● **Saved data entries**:
================

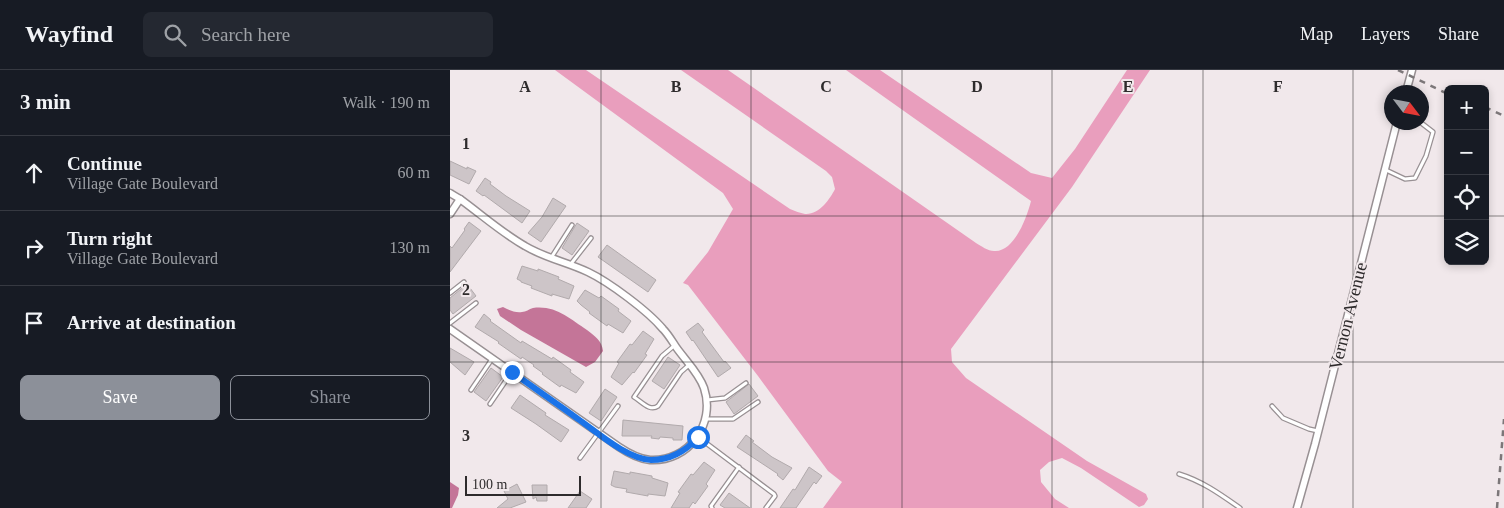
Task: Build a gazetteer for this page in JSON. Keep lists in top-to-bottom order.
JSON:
{
  "streets": {
    "street": ["Vernon Avenue"]
  },
  "scale_bar": "100 m",
  "north": "bottom right",
  "page": {
    "header": "Wayfind",
    "search": "Search here",
    "nav": ["Map", "Layers", "Share"],
    "heading": ["3 min", "Walk · 190 m"],
    "map_buttons": ["+", "−"],
    "list": [
      ["Continue", "Village Gate Boulevard", "60 m"],
      ["Turn right", "Village Gate Boulevard", "130 m"],
      "Arrive at destination"
    ],
    "buttons": ["Save", "Share"],
    "scale": "100 m"
  },
  "grid": {
    "columns": [
      "A",
      "B",
      "C",
      "D",
      "E",
      "F"
    ],
    "rows": ["1", "2", "3"]
  }
}
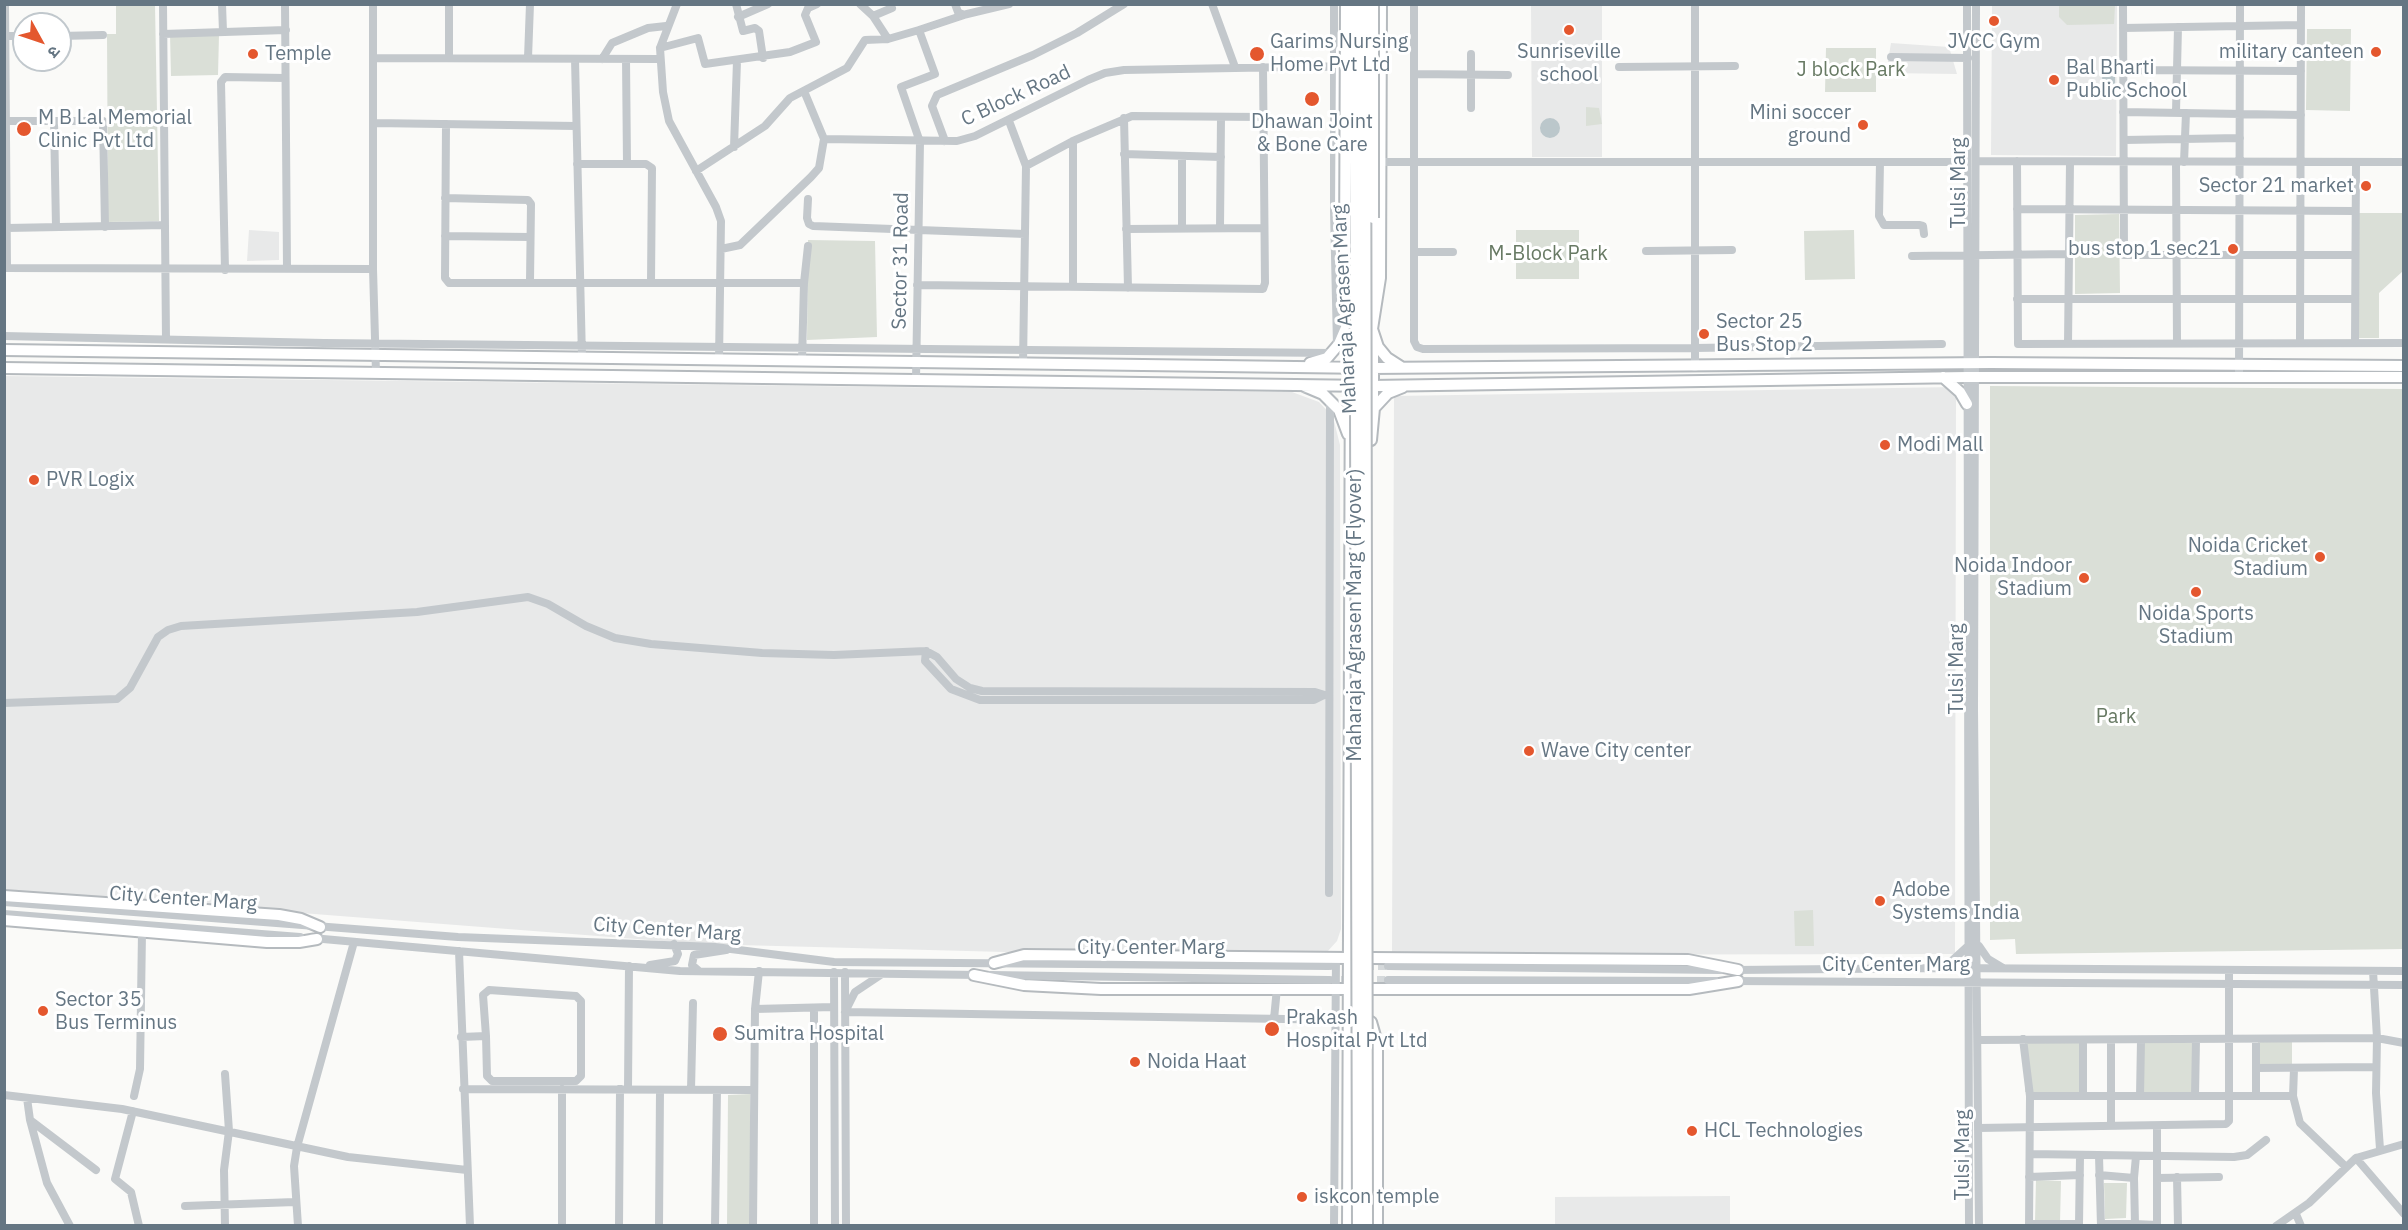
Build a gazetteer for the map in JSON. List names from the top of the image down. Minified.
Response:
{"streets":{"main road":["Maharaja Agrasen Marg","Maharaja Agrasen Marg (Flyover)"],"street":["C Block Road","Tulsi Marg","Sector 31 Road","City Center Marg"]},"crossings":[["C Block Road","Sector 31 Road"],["C Block Road","Maharaja Agrasen Marg"],["Tulsi Marg","City Center Marg"],["Maharaja Agrasen Marg","Maharaja Agrasen Marg (Flyover)"]],"parks":["J block Park","M-Block Park","Park"],"places":["JVCC Gym","Sunriseville school","military canteen","Temple","Garims Nursing Home Pvt Ltd","Bal Bharti Public School","Dhawan Joint & Bone Care","Mini soccer ground","M B Lal Memorial Clinic Pvt Ltd","Sector 21 market","bus stop 1 sec21","Sector 25 Bus Stop 2","Modi Mall","PVR Logix","Noida Cricket Stadium","Noida Indoor Stadium","Noida Sports Stadium","Wave City center","Adobe Systems India","Sector 35 Bus Terminus","Prakash Hospital Pvt Ltd","Sumitra Hospital","Noida Haat","HCL Technologies","iskcon temple"],"north":"bottom right"}
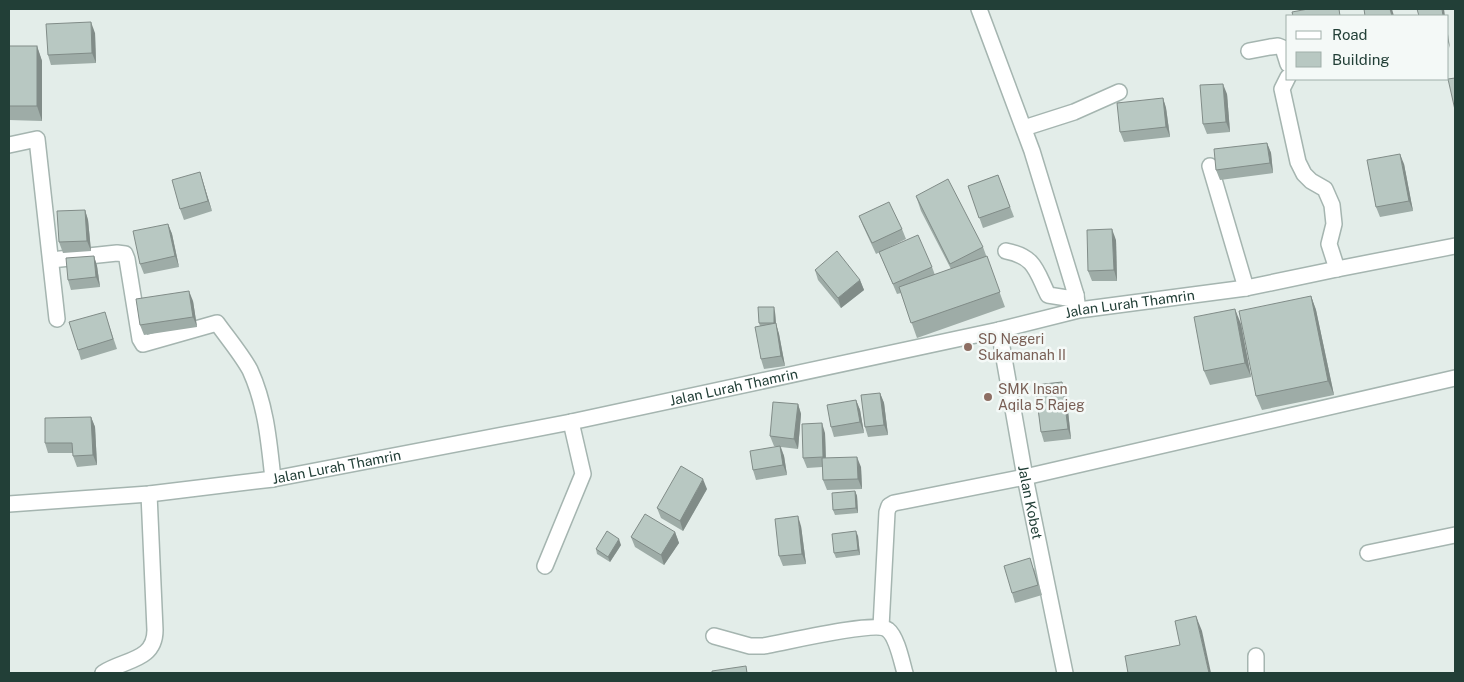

================

● **Your task**: In the lines above, locate the string "Village". Copy every line where it occurs.

● **Task result**:
      ["Continue", "Village Gate Boulevard", "60 m"],
      ["Turn right", "Village Gate Boulevard", "130 m"],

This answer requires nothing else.